(Exercise instructions) For the word "body", find each line in the entries where it occurs and copy that line.

(Supplied data)
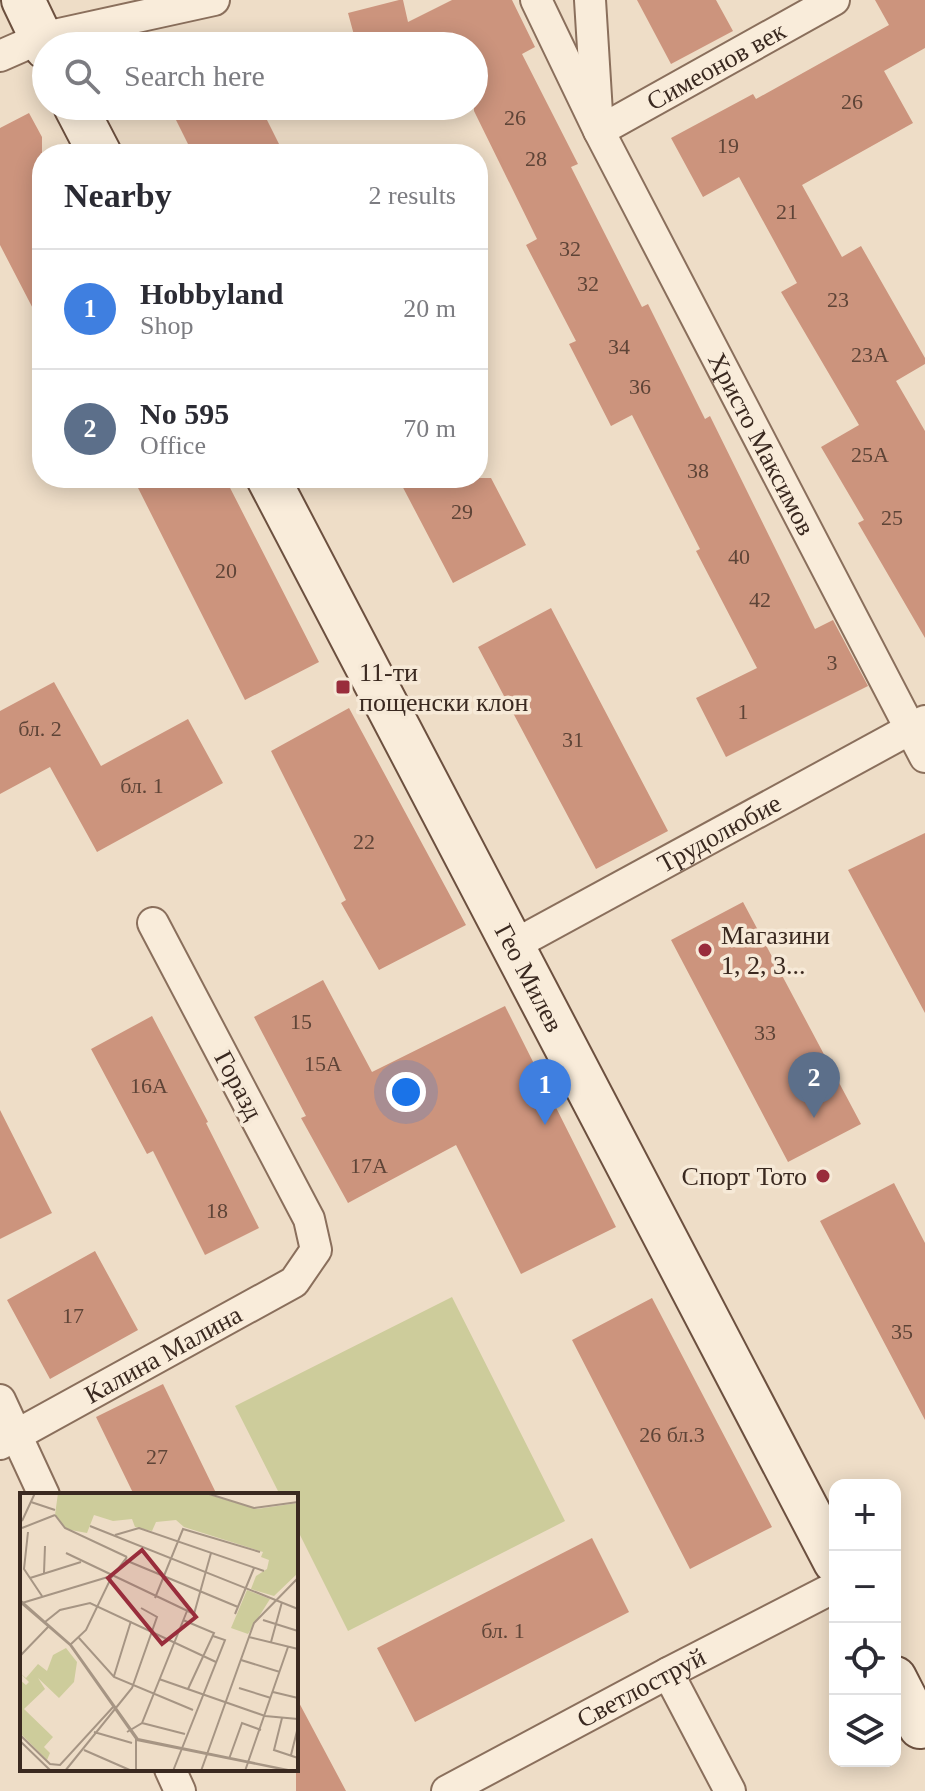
<!DOCTYPE html>
<html lang="en">
<head>
<meta charset="utf-8">
<style>
  :root { --surface:#fff; --page:#f7f7f7; --text:#2b2b33; --muted:#7c7c81; --line:#e1e1e2; --accent:#992d3c }
  body { margin:0; font-family:"Times New Roman",serif; background:var(--page); color:var(--text) }
  .controls { position:absolute; right:24px; bottom:24px; display:grid; overflow:hidden; border-radius:16px; box-shadow:0 4px 20px #0003 }
  .controls button { width:72px; height:72px; display:grid; place-items:center; padding:0; border:0; border-bottom:2px solid var(--line); background:var(--surface); color:var(--text); font:40px sans-serif }
  .you { position:absolute; left:406px; top:1092px; width:28px; height:28px; margin:-20px; border:6px solid #fff; border-radius:50%; background:#1a73e8; box-shadow:0 0 0 12px #1a73e833 }
  .badge { display:grid; place-items:center; width:52px; height:52px; border-radius:50%; background:var(--accent); color:#fff; font-size:26px; font-weight:700 }
  .pin { position:absolute; translate:-50% -66px; filter:drop-shadow(0 2px 4px #0008) }
  .pin::after { content:''; position:absolute; top:42px; width:28px; height:24px; background:inherit; clip-path:polygon(0 0,100% 0,50% 100%) }
  .list { margin:0; padding:0; list-style:none }
  h2 { display:flex; justify-content:space-between; align-items:center; height:104px; margin:0; padding:0 32px; font-size:34px }
  h2 small { font-size:26px; font-weight:400; color:var(--muted) }
  .list li { display:grid; grid-template-columns:52px 1fr auto; gap:24px; align-items:center; box-sizing:border-box; height:120px; padding:0 32px; border-top:2px solid var(--line) }
  .list b { display:block; font-size:30px; white-space:nowrap }
  .list p { margin:0; font-size:26px; white-space:nowrap; color:var(--muted) }
  .list em { font-size:26px; font-style:normal; color:var(--muted) }
  .icon { flex:none; width:44px; height:44px; fill:none; stroke:currentColor; stroke-width:2; stroke-linecap:round; stroke-linejoin:round }
  .map { position:relative; flex:none; width:925px; height:1791px; overflow:hidden }
  .search { position:absolute; background:var(--surface); box-shadow:0 4px 20px #0003; left:32px; top:32px; width:456px; height:88px; display:flex; align-items:center; gap:20px; box-sizing:border-box; padding:0 28px; border-radius:44px; color:var(--muted); font-size:30px }
  .panel { position:absolute; background:var(--surface); box-shadow:0 4px 20px #0003; left:32px; top:144px; width:456px; height:344px; border-radius:32px }
  .map>svg:first-child { display:block }
  .green { fill:#cdcc9b }
  .building { fill:#cc947d }
  .lines { fill:none; stroke-linecap:round; stroke-linejoin:round }
  .street-casing { stroke:#8a6f5c; stroke-width:34 }
  .secondary-casing { stroke:#6c503f; stroke-width:46 }
  .street { stroke:#f9ecda; stroke-width:30 }
  .secondary { stroke:#f9ecda; stroke-width:42 }
  .poi-dot { fill:#992d3c; stroke:#f6e9d7; stroke-width:3 }
  .labels { text-anchor:middle; stroke-width:7; stroke-linejoin:round; paint-order:stroke }
  .number-label { font-size:22px; fill:#5e4437 }
  .street-label { font-size:26px; fill:#3a2920; stroke:#f6e9d7 }
  .poi-label { font-size:26px; fill:#3a2920; stroke:#f6e9d7; text-anchor:start }
  .inset-road { fill:none; stroke:#a69584; stroke-width:2 }
  .view { fill:#992d3c; fill-opacity:0.15; stroke:#992d3c; stroke-width:4 }
  .inset-edge { fill:none; stroke:#3a2920; stroke-width:4 }
</style>
</head>
<body>
<div class="map">
<svg width="925" height="1791" viewBox="0 0 925 1791">
  <rect width="100%" height="100%" fill="#eeddc7"/>
  <!-- green -->
  <path class="green" d="M452,1297L565,1521L348,1631L296,1527V1495H280L235,1406Z"/>
  <!-- building -->
  <path class="building" d="M399,0H403L408,22L452,0H512L535,47L522,54L578,164L571,167L642,307L648,304L705,419L710,416L815,629L833,620L868,686L726,757L696,698L757,668L696,551L700,549L632,415L611,426L569,344L576,341L526,245L537,239L474,111V46H357L348,13Z
    M637,0H716L733,31L671,64Z
    M875,0H925V48L884,71L913,123L802,185L842,257L861,246L925,358V364L896,381L925,431V638L858,523L864,520L821,447L859,425L781,292L797,283L739,177L703,197L671,138L753,94L756,99L889,25Z
    M169,106H260L284,154H193Z
    M29,113L42,137V326L0,245V128Z
    M133,478H225L319,662L245,700Z
    M398,478H491L526,545L453,583Z
    M551,608L668,831L596,869L478,647Z
    M54,682L101,766L188,719L223,783L97,852L50,767L0,794V711Z
    M349,708L466,925L379,970L341,903L346,900L271,751Z
    M925,833V1013L848,870Z
    M743,902L861,1124L788,1162L671,940Z
    M323,980L372,1072L505,1006L616,1227L521,1274L456,1145L348,1203L301,1118L306,1116L254,1017Z
    M152,1016L208,1122L206,1123L259,1228L205,1255L153,1151L147,1154L91,1049Z
    M0,1110L52,1213L0,1239Z
    M894,1183L925,1243V1420L820,1221Z
    M95,1251L138,1330L50,1379L7,1300Z
    M652,1298L772,1527L690,1569L572,1340Z
    M163,1384L217,1495H134L96,1417Z
    M592,1538L629,1612L415,1722L377,1648Z
    M296,1697L346,1791H296Z"/>
  <g class="lines">
    <defs>
      <g id="street">
        <path id="s1" d="M536,0L599,131L925,757"/>
        <path d="M590,0L597,113"/>
        <path d="M0,56L41,38L214,0"/>
        <path id="s2" d="M599,131L834,0"/>
        <path id="s3" d="M512,946L925,721"/>
        <path d="M0,1400L44,1495"/>
        <path id="s4" d="M0,1444L294,1282L316,1250L309,1219L153,923"/>
        <path d="M668,1673L730,1791"/>
        <path d="M170,1769L180,1791"/>
        <path id="s5" d="M447,1791L668,1673L835,1587"/>
      </g>
      <g id="secondary">
        <path d="M23,0L46,48"/>
        <path d="M75,106L100,154"/>
        <path id="s6" d="M268,478L835,1562"/>
        <path d="M895,1678L920,1727"/>
      </g>
    </defs>
    <!-- street casing -->
    <use href="#street" class="street-casing"/>
    <!-- secondary casing -->
    <use href="#secondary" class="secondary-casing"/>
    <!-- street -->
    <use href="#street" class="street"/>
    <!-- secondary -->
    <use href="#secondary" class="secondary"/>
  </g>
  <!-- markers -->
  <g class="poi-dot">
    <rect x="335" y="679" width="16" height="16" rx="4"/>
    <circle cx="705" cy="950" r="8"/>
    <circle cx="823" cy="1176" r="8"/>
  </g>
  <g class="labels">
    <!-- number labels -->
    <g class="number-label">
      <text x="852" y="109">26</text>
      <text x="515" y="125">26</text>
      <text x="728" y="153">19</text>
      <text x="536" y="166">28</text>
      <text x="787" y="219">21</text>
      <text x="570" y="256">32</text>
      <text x="588" y="291">32</text>
      <text x="838" y="307">23</text>
      <text x="619" y="354">34</text>
      <text x="870" y="362">23А</text>
      <text x="640" y="394">36</text>
      <text x="870" y="462">25А</text>
      <text x="698" y="478">38</text>
      <text x="462" y="519">29</text>
      <text x="892" y="525">25</text>
      <text x="739" y="564">40</text>
      <text x="226" y="578">20</text>
      <text x="760" y="607">42</text>
      <text x="832" y="670">3</text>
      <text x="743" y="719">1</text>
      <text x="40" y="736">бл. 2</text>
      <text x="573" y="747">31</text>
      <text x="142" y="793">бл. 1</text>
      <text x="364" y="849">22</text>
      <text x="301" y="1029">15</text>
      <text x="765" y="1040">33</text>
      <text x="323" y="1071">15А</text>
      <text x="149" y="1093">16А</text>
      <text x="369" y="1173">17А</text>
      <text x="217" y="1218">18</text>
      <text x="73" y="1323">17</text>
      <text x="902" y="1339">35</text>
      <text x="672" y="1442">26 бл.3</text>
      <text x="157" y="1464">27</text>
      <text x="503" y="1638">бл. 1</text>
    </g>
    <!-- street labels -->
    <g class="street-label">
      <text dy="9" stroke="none"><textPath href="#s2" startOffset="134">Симеонов век</textPath></text>
      <text dy="9" stroke="none"><textPath href="#s1" startOffset="498">Христо Максимов</textPath></text>
      <text dy="9" stroke="none"><textPath href="#s3" startOffset="236">Трудолюбие</textPath></text>
      <text dy="9" stroke="none"><textPath href="#s6" startOffset="564">Гео Милев</textPath></text>
      <text transform="translate(239 1085) rotate(62)" y="9">Горазд</text>
      <text dy="9" stroke="none"><textPath href="#s4" startOffset="186">Калина Малина</textPath></text>
      <text dy="9" stroke="none"><textPath href="#s5" startOffset="220">Светлоструй</textPath></text>
    </g>
    <!-- poi labels -->
    <g class="poi-label">
      <text x="359" y="681">11-ти<tspan x="359" dy="30">пощенски клон</tspan></text>
      <text x="721" y="944">Магазини<tspan x="721" dy="30">1, 2, 3...</tspan></text>
      <text x="807" y="1185" text-anchor="end">Спорт Тото</text>
    </g>
  </g>
  <!-- overview -->
  <g transform="translate(20 1493)">
    <rect width="278" height="278" fill="#eeddc7"/>
    <path d="M38,0H183L237,16L278,10V80L254,103L231,96L236,83L247,76L249,67L241,64L243,59L164,34L156,27L136,29L132,38L115,34L112,26L93,28L74,22L67,40L45,36L35,22ZM227,97L250,106L228,141L211,135ZM46,155L57,169L54,189L39,205L18,185L25,196L4,216L33,244L24,254L30,260L27,267L0,240V187L6,192L9,189L0,180L6,185L18,171L27,178L33,162Z" fill="#cdcc9b"/>
    <path class="inset-road" d="M186,0L234,15L278,9M11,9L35,17M35,22L45,35L107,64M2,28L15,0M70,33L278,116M2,35L35,22M8,39L4,76L22,103M95,42L119,35L244,78M46,60L174,121L191,60M105,67L218,114M24,80L25,53M10,85L61,69M135,105L163,36L240,59M0,107L51,152L118,246L273,278M0,109L50,152L117,247L271,278M2,110L88,84M215,121L234,75M163,127L194,140L168,196M243,127L278,138M25,129L40,117L70,110L196,169M229,144L278,156M59,145L94,184L173,217M251,149L262,109M50,152L66,137L91,85L107,64M0,163L28,134M221,167L260,179M94,183L111,128M139,186L245,223L278,226M219,195L251,205M253,199L278,205M262,225L254,257L278,265M122,230L165,241M74,239L112,250M107,239L122,230L167,118M0,242L30,271L40,272L94,213M0,248L31,278M64,257L112,278M271,262L278,234M209,266L222,230L241,237M45,278L112,195L137,124L121,115M116,278V244M153,278L205,147L193,143M181,278L234,130L278,85M225,278L268,154"/>
    <path class="view" d="M122,57L176,124L142,151L88,85Z"/>
    <rect width="278" height="278" class="inset-edge"/>
  </g>
</svg>
<div class="controls">
<button>+</button>
<button>−</button>
<button><svg class="icon" aria-label="locate" viewBox="0 0 24 24"><circle cx="12" cy="12" r="6"/><path d="M12 2v4M12 18v4M2 12h4M18 12h4"/></svg></button>
<button><svg class="icon" aria-label="layers" viewBox="0 0 24 24"><path d="M12 4l9 5-9 5-9-5zM3 14l9 5 9-5"/></svg></button>
</div>
<div class="you"></div>
<div class="pin badge" style="left:545px;top:1125px;background:#3f7fe0">1</div>
<div class="pin badge" style="left:814px;top:1118px;background:#5c6f8a">2</div>
<div class="search"><svg class="icon" aria-label="search" viewBox="0 0 24 24"><circle cx="10" cy="10" r="6"/><path d="M15 15l6 6"/></svg>Search here</div>
<section class="panel">
<h2>Nearby<small>2 results</small></h2>
<ul class="list">
<li><span class="badge" style="background:#3f7fe0">1</span><div><b>Hobbyland</b><p>Shop</p></div><em>20 m</em></li>
<li><span class="badge" style="background:#5c6f8a">2</span><div><b>No 595</b><p>Office</p></div><em>70 m</em></li>
</ul>
</section>
</div>
</body>
</html>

(Answer section)
  body { margin:0; font-family:"Times New Roman",serif; background:var(--page); color:var(--text) }
<body>
</body>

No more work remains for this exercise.